Next generation AI root-cause analysis

The next generation of the DESK AI engine delivers smarter, more precise answers along with an increased awareness of external data and events.

To enable the new AI engine, select Problems from the navigation menu. Then, click the Switch to next generation AI button on the in-product teaser.

Opt out

Once enabled, you can switch between the previous version and next generation causation engines (current and enhanced engines). This enables you to try the new AI engine without risk and to provide feedback before the next generation AI engine becomes the new standard.

To switch between the current and enhanced causation engines:

  1. Select Problems from the navigation menu.
  2. Click the Browse [...] menu in the upper-right corner.
  3. Click either Switch to new causation engine or Revert to previous AI engine.

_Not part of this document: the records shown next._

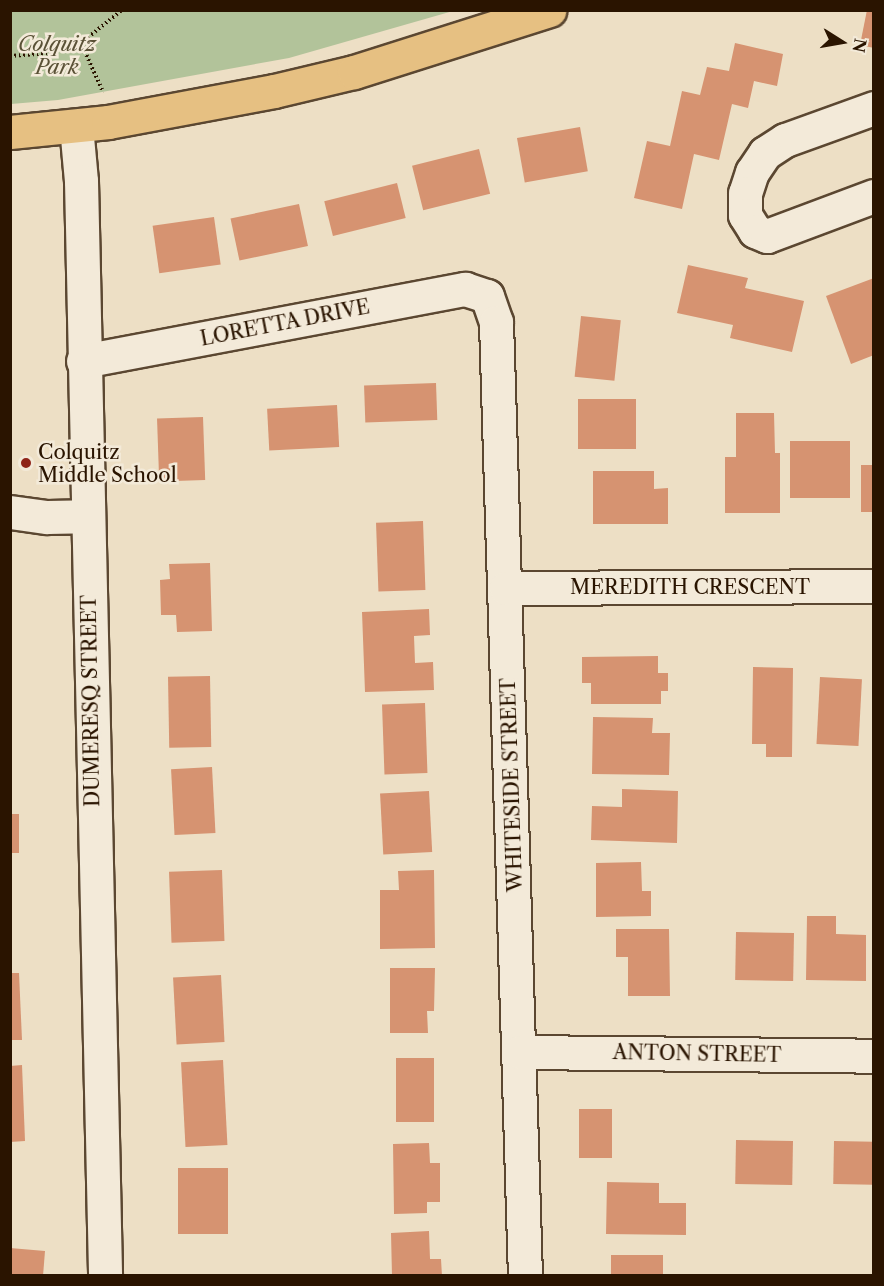 <!DOCTYPE html>
<style>
body{margin:0}
#map{position:relative;width:884px;height:1286px;overflow:hidden;background:#eddfc5;font-family:"Libre Caslon Text",serif}
div>[style]{position:absolute}
.green>*{inset:0;background:#b2c39a}
.building>*{inset:0;background:#d69371;transform-origin:0 0}
.path>*{height:4px;margin-top:-2px;transform-origin:0;background:repeating-linear-gradient(90deg,#2a1400 0 1.5px,transparent 0 4.5px)}
.roads{filter:drop-shadow(2px 0 #5b4731) drop-shadow(-2px 0 #5b4731) drop-shadow(0 2px #5b4731) drop-shadow(0 -2px #5b4731)}
.minor>*{height:33px;margin:-16.5px;padding:0 16.5px;transform-origin:16.5px;border-radius:16.5px;background:#f3ead9}
.major>*{height:33px;margin:-16.5px;padding:0 16.5px;transform-origin:16.5px;border-radius:16.5px;background:#e6c082}
.dots>*{width:16px;height:16px;translate:-50% -50%;box-sizing:border-box;border:3px solid #f3ead9;border-radius:50%}
span{translate:-50% -50%;white-space:nowrap;text-align:center;line-height:1.15;-webkit-text-stroke:5px #f3ead9;paint-order:stroke}
.park-label{font-size:20px;color:#5a5136;font-style:italic}
.street-label{font-size:20px;color:#2a1400}
.poi-label{font-size:20px;color:#2a1400}
.left{translate:0 -50%;text-align:left}
.frame{position:absolute;inset:0;border:12px solid #2a1400;pointer-events:none}
.north{position:absolute;left:812px;top:12px;width:60px;height:60px;-webkit-text-stroke:4px #f3ead9;paint-order:stroke;rotate:101deg;font-size:16px;font-weight:700;line-height:24px;text-align:center;color:#2a1400}
.north::after{content:'';display:block;margin:auto;width:21px;height:27px;background:#2a1400;clip-path:polygon(50% 0,100% 100%,50% 72%,0 100%)}
</style>
<div id="map">
<div class="green">
<div style="clip-path:polygon(11px 10px,453px 10px,453px 11px,289px 58px,58px 100px,11px 104px)"></div>
</div>
<div class="building">
<div style="clip-path:polygon(867px 10px,874px 10px,874px 48px,860px 45px)"></div>
<div style="clip-path:polygon(735px 43px,783px 54px,777px 86px,754px 81px,748px 108px,732px 104px,719px 160px,694px 154px,682px 209px,634px 198px,647px 141px,670px 146px,682px 91px,700px 95px,707px 67px,729px 71px)"></div>
<div style="left:580px;top:127px;width:45px;height:64px;rotate:80deg"></div>
<div style="left:479px;top:149px;width:46px;height:69px;rotate:76deg"></div>
<div style="left:397px;top:183px;width:36px;height:75px;rotate:76deg"></div>
<div style="left:299px;top:204px;width:43px;height:70px;rotate:78deg"></div>
<div style="left:214px;top:217px;width:48px;height:62px;rotate:82deg"></div>
<div style="clip-path:polygon(688px 265px,748px 278px,745px 288px,804px 301px,792px 352px,730px 338px,733px 325px,677px 313px)"></div>
<div style="clip-path:polygon(874px 278px,874px 355px,851px 364px,826px 296px)"></div>
<div style="left:581px;top:316px;width:40px;height:61px;rotate:6deg"></div>
<div style="left:436px;top:383px;width:37px;height:72px;rotate:88deg"></div>
<div style="left:578px;top:399px;width:58px;height:50px"></div>
<div style="left:337px;top:405px;width:42px;height:70px;rotate:87deg"></div>
<div style="clip-path:polygon(736px 413px,774px 413px,775px 453px,780px 453px,780px 513px,725px 513px,725px 457px,736px 457px)"></div>
<div style="left:203px;top:417px;width:63px;height:46px;rotate:88deg"></div>
<div style="left:850px;top:441px;width:57px;height:60px;rotate:90deg"></div>
<div style="left:861px;top:465px;width:13px;height:47px"></div>
<div style="clip-path:polygon(593px 471px,654px 471px,654px 489px,668px 488px,668px 524px,593px 524px)"></div>
<div style="left:423px;top:521px;width:69px;height:47px;rotate:88deg"></div>
<div style="clip-path:polygon(210px 563px,212px 631px,177px 632px,176px 615px,161px 615px,160px 580px,170px 579px,169px 564px)"></div>
<div style="clip-path:polygon(429px 609px,430px 635px,414px 636px,415px 663px,433px 662px,434px 690px,365px 692px,362px 612px)"></div>
<div style="clip-path:polygon(658px 656px,658px 673px,668px 673px,668px 691px,661px 691px,661px 704px,591px 704px,591px 683px,582px 683px,582px 657px)"></div>
<div style="clip-path:polygon(753px 667px,793px 668px,792px 757px,766px 757px,766px 744px,752px 744px)"></div>
<div style="left:210px;top:676px;width:71px;height:42px;rotate:89deg"></div>
<div style="left:820px;top:677px;width:42px;height:67px;rotate:3deg"></div>
<div style="left:425px;top:703px;width:70px;height:43px;rotate:88deg"></div>
<div style="clip-path:polygon(593px 717px,653px 718px,652px 733px,670px 733px,669px 775px,592px 774px)"></div>
<div style="left:212px;top:767px;width:66px;height:41px;rotate:87deg"></div>
<div style="clip-path:polygon(622px 789px,678px 791px,677px 843px,591px 840px,592px 806px,622px 807px)"></div>
<div style="left:429px;top:791px;width:61px;height:49px;rotate:87deg"></div>
<div style="left:10px;top:814px;width:9px;height:39px"></div>
<div style="clip-path:polygon(641px 862px,642px 891px,651px 891px,651px 916px,596px 917px,596px 863px)"></div>
<div style="left:222px;top:870px;width:71px;height:53px;rotate:88deg"></div>
<div style="clip-path:polygon(434px 870px,435px 948px,380px 949px,380px 890px,399px 890px,398px 871px)"></div>
<div style="clip-path:polygon(807px 916px,836px 916px,836px 934px,866px 935px,866px 981px,806px 980px)"></div>
<div style="clip-path:polygon(616px 929px,669px 929px,670px 996px,628px 996px,628px 957px,616px 957px)"></div>
<div style="left:736px;top:932px;width:58px;height:48px;rotate:1deg"></div>
<div style="clip-path:polygon(390px 968px,435px 968px,434px 1011px,427px 1011px,428px 1033px,390px 1033px)"></div>
<div style="clip-path:polygon(10px 973px,19px 973px,22px 1040px,10px 1040px)"></div>
<div style="left:221px;top:975px;width:67px;height:48px;rotate:87deg"></div>
<div style="left:396px;top:1058px;width:38px;height:64px"></div>
<div style="left:223px;top:1060px;width:85px;height:42px;rotate:87deg"></div>
<div style="clip-path:polygon(22px 1065px,25px 1141px,10px 1142px,10px 1066px)"></div>
<div style="left:579px;top:1109px;width:33px;height:49px"></div>
<div style="left:736px;top:1140px;width:57px;height:44px;rotate:1deg"></div>
<div style="left:834px;top:1141px;width:40px;height:43px;rotate:1deg"></div>
<div style="clip-path:polygon(429px 1143px,430px 1163px,440px 1163px,440px 1202px,427px 1202px,427px 1213px,394px 1214px,393px 1144px)"></div>
<div style="left:178px;top:1168px;width:50px;height:66px"></div>
<div style="clip-path:polygon(607px 1182px,659px 1183px,659px 1203px,686px 1203px,686px 1235px,606px 1234px)"></div>
<div style="clip-path:polygon(429px 1231px,430px 1259px,441px 1259px,442px 1276px,392px 1276px,391px 1233px)"></div>
<div style="clip-path:polygon(10px 1248px,45px 1251px,43px 1276px,10px 1276px)"></div>
<div style="left:663px;top:1255px;width:21px;height:52px;rotate:90deg"></div>
</div>
<div class="path">
<div style="left:81px;top:43px;width:54px;rotate:65.8deg"></div>
<div style="left:10px;top:56px;width:41px;rotate:-4.2deg"></div>
<div style="left:51px;top:53px;width:32px;rotate:-18deg"></div>
<div style="left:81px;top:43px;width:53px;rotate:-38.8deg"></div>
</div>
<div class="roads">
<div class="minor">
<div style="left:874px;top:108px;width:95px;rotate:160.2deg"></div>
<div style="left:785px;top:140px;width:24px;rotate:147deg"></div>
<div style="left:765px;top:153px;width:23px;rotate:124deg"></div>
<div style="left:752px;top:172px;width:22px;rotate:108deg"></div>
<div style="left:745px;top:193px;width:22px;rotate:90deg"></div>
<div style="left:745px;top:215px;width:19px;rotate:58deg"></div>
<div style="left:755px;top:231px;width:13px;rotate:23deg"></div>
<div style="left:767px;top:236px;width:114px;rotate:-20.5deg"></div>
<div style="left:76px;top:126px;width:55px;rotate:84.8deg"></div>
<div style="left:81px;top:181px;width:1095px;rotate:88.74deg"></div>
<div style="left:83px;top:361px;width:389px;rotate:-10.7deg"></div>
<div style="left:465px;top:289px;width:23px;rotate:18deg"></div>
<div style="left:487px;top:296px;width:28px;rotate:71deg"></div>
<div style="left:496px;top:322px;width:954px;rotate:88.26deg"></div>
<div style="left:10px;top:512px;width:37px;rotate:8deg"></div>
<div style="left:47px;top:517px;width:39px;rotate:-1deg"></div>
<div style="left:506px;top:588px;width:368px;rotate:-0.3deg"></div>
<div style="left:520px;top:1052px;width:354px;rotate:0.6deg"></div>
</div>
<div class="major">
<div style="left:10px;top:132px;width:99px;rotate:-5.8deg"></div>
<div style="left:108px;top:122px;width:169px;rotate:-10.6deg"></div>
<div style="left:274px;top:91px;width:82px;rotate:-13.4deg"></div>
<div style="left:354px;top:72px;width:205px;rotate:-17.6deg"></div>
</div>
</div>
<div class="dots">
<div style="left:26px;top:463px;background:#8f2418"></div>
</div>
<div class="park-label">
<span style="left:57px;top:56px">Colquitz<br>Park</span>
</div>
<div class="street-label">
<span style="left:285px;top:323px;rotate:-11deg">LORETTA DRIVE</span>
<span style="left:690px;top:587px">MEREDITH CRESCENT</span>
<span style="left:91px;top:701px;rotate:-91deg">DUMERESQ STREET</span>
<span style="left:512px;top:785px;rotate:-92deg">WHITESIDE STREET</span>
<span style="left:697px;top:1054px;rotate:1deg">ANTON STREET</span>
</div>
<div class="poi-label">
<span class="left" style="left:38px;top:464px">Colquitz<br>Middle School</span>
</div>
<div class="frame"></div>
<div class="north">N</div>
</div>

Smarter and more precise root causes

Switching to the new causation engine provides several major improvements:

  • Metric and event-based detection of abnormal component state
    The new AI engine automatically checks all component metrics for suspicious behavior. This involves the near real-time analysis of thousands of topologically related metrics per component and even your own custom metrics.
  • Seamless integration of custom metrics within the DESK AI process
    You can integrate all kinds of metrics by writing custom plugins, JMX, or by using the DESK REST API. The new AI causation engine seamlessly analyzes your custom metrics along with all affected transactions. It’s no longer necessary to define a threshold or to trigger an event for your custom metrics as DESK AI automatically picks up metrics that display abnormal behavior.
  • Third-party event ingests
    While the current DESK AI doesn't consider external events for root-causes, the new DESK AI seamlessly picks up any third-party event along the affected Smartscape topology.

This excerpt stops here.